In fact, as a mentor to entrepreneurs and an investor, I recommend that entrepreneurs avoid using the term disruptive with investors, since many see it as implying extra high risk, a long time for payback, and extensive marketing to build the new market. Yet a win in this department clearly has huge implications for success, and a very real potential to change the world.

Thus, it’s worth some extra effort to understand attributes of the market, in concert with your new technology, which might really indicate that industry disruption is possible with your innovation. In a classic book, “Disruption by Design,” by the renowned innovation consultant Paul Paetz, I found a list of common patterns and recognizable attributes that I like, called disruption fingerprints.

I suspect that several of these will surprise most entrepreneurs as being counter-intuitive to their thinking. Entrepreneurs tend to look for big changes and big markets when seeking disruptive opportunities, when the opposite may be more effective. I agree with Paetz that the following approaches are often more likely to find a disruptive opportunity around the corner:

  1. Initially address a small market niche.

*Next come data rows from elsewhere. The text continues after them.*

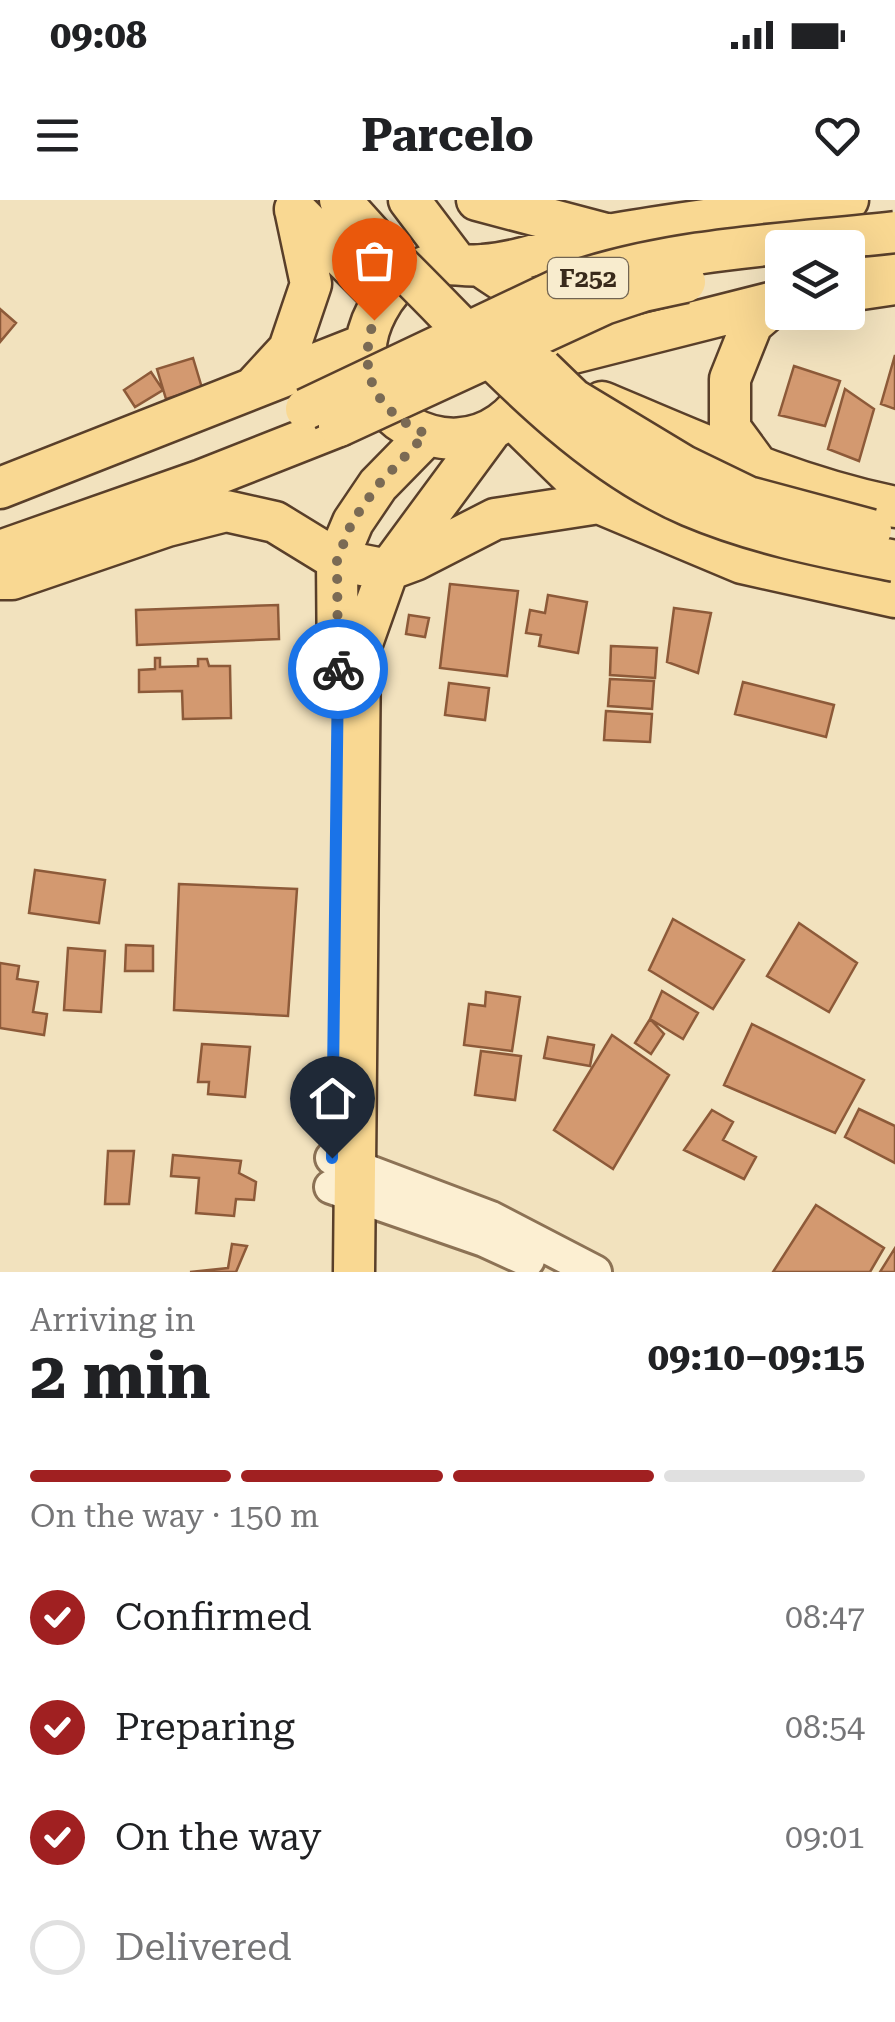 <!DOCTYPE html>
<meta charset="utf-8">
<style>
:root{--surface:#fff;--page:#f2f2f2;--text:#202124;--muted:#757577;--line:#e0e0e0;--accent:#a02021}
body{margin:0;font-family:"Roboto Serif",serif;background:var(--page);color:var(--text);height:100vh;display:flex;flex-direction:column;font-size:38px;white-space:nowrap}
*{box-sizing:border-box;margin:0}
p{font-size:32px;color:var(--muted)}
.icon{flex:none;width:55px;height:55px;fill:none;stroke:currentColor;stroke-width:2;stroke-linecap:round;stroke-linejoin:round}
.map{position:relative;height:1072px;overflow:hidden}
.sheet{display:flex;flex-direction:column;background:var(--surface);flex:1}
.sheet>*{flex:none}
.fabs{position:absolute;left:765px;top:30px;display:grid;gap:20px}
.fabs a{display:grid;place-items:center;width:100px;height:100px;border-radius:10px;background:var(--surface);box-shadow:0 10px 40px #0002;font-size:50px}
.pin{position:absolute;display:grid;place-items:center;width:85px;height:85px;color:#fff;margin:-102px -42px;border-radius:50% 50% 50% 0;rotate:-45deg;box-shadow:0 0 10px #0007}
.pin .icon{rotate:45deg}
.courier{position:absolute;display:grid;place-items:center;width:100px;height:100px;margin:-50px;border:8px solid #1a73e8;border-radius:50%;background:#fff;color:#222;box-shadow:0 2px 12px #0007}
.overview em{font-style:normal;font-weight:700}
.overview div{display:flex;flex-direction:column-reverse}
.overview{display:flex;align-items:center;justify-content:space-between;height:170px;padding:0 30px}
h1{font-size:65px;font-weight:700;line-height:75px}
.bar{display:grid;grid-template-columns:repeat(4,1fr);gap:15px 10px;align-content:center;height:120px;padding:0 30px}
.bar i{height:12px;border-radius:8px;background:var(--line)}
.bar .active{background:var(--accent)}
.bar p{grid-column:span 4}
ol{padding:0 30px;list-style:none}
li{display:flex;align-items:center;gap:30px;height:110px}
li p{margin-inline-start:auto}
li .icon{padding:10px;border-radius:50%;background:var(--accent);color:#fff;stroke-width:4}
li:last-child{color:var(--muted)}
li i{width:55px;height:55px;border:5px solid var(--line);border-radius:50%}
.status{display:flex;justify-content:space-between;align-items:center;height:70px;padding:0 50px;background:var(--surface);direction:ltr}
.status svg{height:28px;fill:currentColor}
header{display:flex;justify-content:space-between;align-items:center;height:130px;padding:0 30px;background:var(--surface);font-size:45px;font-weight:700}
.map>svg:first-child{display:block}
.building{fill:#d39970;stroke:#8d5a39;stroke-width:2.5}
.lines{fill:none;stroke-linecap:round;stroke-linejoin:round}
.minor-casing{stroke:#8c7255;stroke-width:38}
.major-casing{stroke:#593f2a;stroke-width:45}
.minor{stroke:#fcefd2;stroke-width:32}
.major{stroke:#f9d892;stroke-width:40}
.major-bridge-casing{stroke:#593f2a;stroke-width:45;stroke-linecap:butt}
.major-bridge{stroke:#f9d892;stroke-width:40}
.done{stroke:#7a6a54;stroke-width:10;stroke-dasharray:0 18}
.route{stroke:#1a73e8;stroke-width:12}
.labels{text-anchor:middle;stroke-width:8;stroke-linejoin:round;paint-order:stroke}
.shield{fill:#f8ecce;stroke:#726451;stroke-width:2.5}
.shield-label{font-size:25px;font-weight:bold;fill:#392a1b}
</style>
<div class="status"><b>09:08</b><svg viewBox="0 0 49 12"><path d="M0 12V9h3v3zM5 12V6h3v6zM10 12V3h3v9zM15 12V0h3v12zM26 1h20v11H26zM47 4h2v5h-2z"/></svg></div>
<header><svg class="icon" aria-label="menu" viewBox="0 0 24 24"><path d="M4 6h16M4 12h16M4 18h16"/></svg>Parcelo<svg class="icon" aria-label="heart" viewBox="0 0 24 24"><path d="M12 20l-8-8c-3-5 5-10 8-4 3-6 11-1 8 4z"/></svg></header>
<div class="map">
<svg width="895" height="1072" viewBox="0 0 895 1072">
<rect width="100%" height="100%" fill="#f2e2be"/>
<path class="building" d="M 0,109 L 16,123 L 0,142 Z
M 895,155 L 895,209 L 881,204 Z
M 193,158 L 202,188 L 166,199 L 157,169 Z
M 794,166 L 840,181 L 825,226 L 779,215 Z
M 151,172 L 163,190 L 135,207 L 124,190 Z
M 845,189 L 874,209 L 859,261 L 828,249 Z
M 450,384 L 518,391 L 507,476 L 440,468 Z
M 548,395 L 587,402 L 578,453 L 539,446 L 541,435 L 526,433 L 530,410 L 545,413 Z
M 278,405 L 279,439 L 137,445 L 136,410 Z
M 674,408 L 711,413 L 698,473 L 667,462 Z
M 409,415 L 429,418 L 425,437 L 406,434 Z
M 611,446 L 657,448 L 655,478 L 610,475 Z
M 155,458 L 160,458 L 160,467 L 198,466 L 198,459 L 207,459 L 209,466 L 230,466 L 231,518 L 183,519 L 182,491 L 139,492 L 139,470 L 155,469 Z
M 610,479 L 654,481 L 652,509 L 608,506 Z
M 743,482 L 834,505 L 826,537 L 735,514 Z
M 449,483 L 489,488 L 485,520 L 445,515 Z
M 606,511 L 652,514 L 650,542 L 604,540 Z
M 35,670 L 105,680 L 99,723 L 29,713 Z
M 179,684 L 297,689 L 288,816 L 174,810 Z
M 673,719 L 744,760 L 713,809 L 649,770 Z
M 799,723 L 857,763 L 829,812 L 767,776 Z
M 126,745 L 153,746 L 153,771 L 125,771 Z
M 68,748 L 105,751 L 101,812 L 64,810 Z
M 0,763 L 19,766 L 17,779 L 38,782 L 33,812 L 47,814 L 44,835 L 0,828 Z
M 662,791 L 698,813 L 683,839 L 650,819 Z
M 486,792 L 520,797 L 512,851 L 464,845 L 469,804 L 485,806 Z
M 650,819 L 664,834 L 651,854 L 635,843 Z
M 752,824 L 864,880 L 835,933 L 724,885 Z
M 612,835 L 669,875 L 613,969 L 554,930 Z
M 548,837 L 594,845 L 590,866 L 544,858 Z
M 202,844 L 250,847 L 245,897 L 208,894 L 209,882 L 198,882 Z
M 481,851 L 521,856 L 515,900 L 475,895 Z
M 859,909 L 895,926 L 895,963 L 845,937 Z
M 712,910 L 733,922 L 723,940 L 756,957 L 744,979 L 684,950 Z
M 108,951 L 134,951 L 129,1004 L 105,1004 Z
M 173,955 L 241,961 L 239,973 L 256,982 L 254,1000 L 236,999 L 234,1016 L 196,1013 L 199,978 L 171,976 Z
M 816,1005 L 884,1048 L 870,1072 L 773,1072 Z
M 232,1044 L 247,1046 L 236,1072 L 190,1072 L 228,1068 Z
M 895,1048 L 895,1072 L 880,1072 Z"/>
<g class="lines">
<g class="minor-casing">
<path id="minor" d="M 332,958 L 491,1018 L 595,1072
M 331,987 L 484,1040 L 528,1060"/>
</g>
<g class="major-casing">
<path id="major" d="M 340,0 L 394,60
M 409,0 L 456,62
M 477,0 L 606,34
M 295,10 L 384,99
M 848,59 L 895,54
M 481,66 C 494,76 512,85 524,97 C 533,107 539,126 540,139 C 544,211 475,264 408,226 C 383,212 369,185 366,158 C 363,128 384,89 410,74 C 439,56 455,68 483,65 C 525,62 567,43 608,35 C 687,21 768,12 848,0
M 848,91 L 895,84
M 541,161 L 782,100
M 255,186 L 289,149 L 311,84 L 295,9
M 602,202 C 701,243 789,285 895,307
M 511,217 L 599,303 L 742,363 L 895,397
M 760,269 L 730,228 L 730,179 L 752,124 L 780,100
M 0,288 L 366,144
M 0,351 L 202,280 L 339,226
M 0,379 L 12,379 L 167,326 L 226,311 L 275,322 L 337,360 L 388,370 L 415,360 L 495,319 L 599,303
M 338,480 L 337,360 L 353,322 L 378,285 L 427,235
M 354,1072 L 360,449 L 388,370 L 492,229"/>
</g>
<use href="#minor" class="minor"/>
<use href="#major" class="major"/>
<g class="major-bridge-casing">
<path id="major-bridge" d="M 394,60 C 483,147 574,256 690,306 C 756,334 825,347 895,361
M 542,169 L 573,199 L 684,266 L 748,297 L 871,330
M 306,209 L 574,82 C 676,48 789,44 895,32
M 339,226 L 604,104 L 643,91 L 685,82"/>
</g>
<use href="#major-bridge" class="major-bridge"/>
</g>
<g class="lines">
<path class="done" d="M 338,469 L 337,360 L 352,322 L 378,285 L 426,234 C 376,211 356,174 374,120"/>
<path class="route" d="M 332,958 L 338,469"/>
</g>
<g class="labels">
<rect class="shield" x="548" y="58" width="80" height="40" rx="8"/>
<g class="shield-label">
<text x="588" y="87">F252</text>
</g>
</g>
</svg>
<div class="fabs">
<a><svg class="icon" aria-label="layers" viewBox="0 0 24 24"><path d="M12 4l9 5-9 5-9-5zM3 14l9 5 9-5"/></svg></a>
</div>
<div class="pin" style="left:374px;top:120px;background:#ea580c"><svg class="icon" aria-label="bag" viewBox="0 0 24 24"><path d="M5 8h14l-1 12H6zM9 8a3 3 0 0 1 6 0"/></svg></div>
<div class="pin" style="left:332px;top:958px;background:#1f2937"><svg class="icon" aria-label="home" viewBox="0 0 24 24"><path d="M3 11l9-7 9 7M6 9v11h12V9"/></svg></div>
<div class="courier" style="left:338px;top:469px"><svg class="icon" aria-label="bike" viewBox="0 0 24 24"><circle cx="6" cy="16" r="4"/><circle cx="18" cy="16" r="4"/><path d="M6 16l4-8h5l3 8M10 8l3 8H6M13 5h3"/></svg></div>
</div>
<section class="sheet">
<div class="overview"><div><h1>2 min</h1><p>Arriving in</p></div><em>09:10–09:15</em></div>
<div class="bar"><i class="active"></i><i class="active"></i><i class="active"></i><i></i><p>On the way · 150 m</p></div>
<ol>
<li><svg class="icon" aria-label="check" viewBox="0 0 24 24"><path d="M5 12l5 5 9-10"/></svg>Confirmed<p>08:47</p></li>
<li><svg class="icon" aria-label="check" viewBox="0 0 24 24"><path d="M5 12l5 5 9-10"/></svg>Preparing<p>08:54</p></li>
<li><svg class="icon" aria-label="check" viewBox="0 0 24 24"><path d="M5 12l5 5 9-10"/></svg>On the way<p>09:01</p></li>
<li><i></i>Delivered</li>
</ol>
</section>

Disrupting a huge market intuitively has greater potential, but it’s also like turning an aircraft carrier. It takes a long time and lots of effort to overcome existing momentum, and both investors and customers want to see results on a small scale in their lifetime, before they line up to join the movement.

  2. Pick a technology that somehow seems inferior to the major incumbents. Existing players normally think in terms of bigger, better, and faster, whereas more customers may really be satisfied by smaller, cheaper, and simpler. Think personal computers compared to mainframes, or smartphone cameras compared to professional cameras.

  3. Target large but moderate-to-low-growth segments. Usually these are low-growth for a reason – a new technology or price point could easily be the trigger to a large opportunity. On the other hand, high-growth segments may look more attractive, but are likely being attacked by the big players and many other competitors.

  4. Look for sizable customer populations unattractive to incumbents. These may be people who can’t afford existing products due to income levels or location, but need the solution. Remember the explosion of cell phones throughout the world when cheap versions and new pricing models were introduced a few years ago.

  5. Explore industries where you are an outsider. Most business advisors recommend that you stick with the business area you know, where you have inside knowledge. Often entrepreneurs are more able to think outside the box and bring disruptive change to less-known business domains. Consider Apple’s move into music, telephones, and watches.

  6. Compete against non-consumption and non-existing markets. The most disruptive products are ones that never existed before, and no forecasts are even available to size the opportunity. Facebook built the social media market before customers even knew they needed it. Naturally, these are very high risk efforts, but have unlimited potential.

Of course, entrepreneurs looking for disruptive opportunities should never forget the more likely disruptive alternatives, such as bypassing existing channels to go direct to the customer, finding an order-of-magnitude cost breakthrough, addressing underserved needs, or offering dramatic improvements in ease-of-use and convenience to new and existing users.

Yet, even with these alternatives, market disruption is rarely predictable – it’s obvious only in hindsight. Every entrepreneur should aim for it, but restrain themselves from highlighting that focus to early investors, or even early customers. It’s one of the quickest ways to lose your credibility, and maybe even your opportunity. Pitch your innovation against today’s market.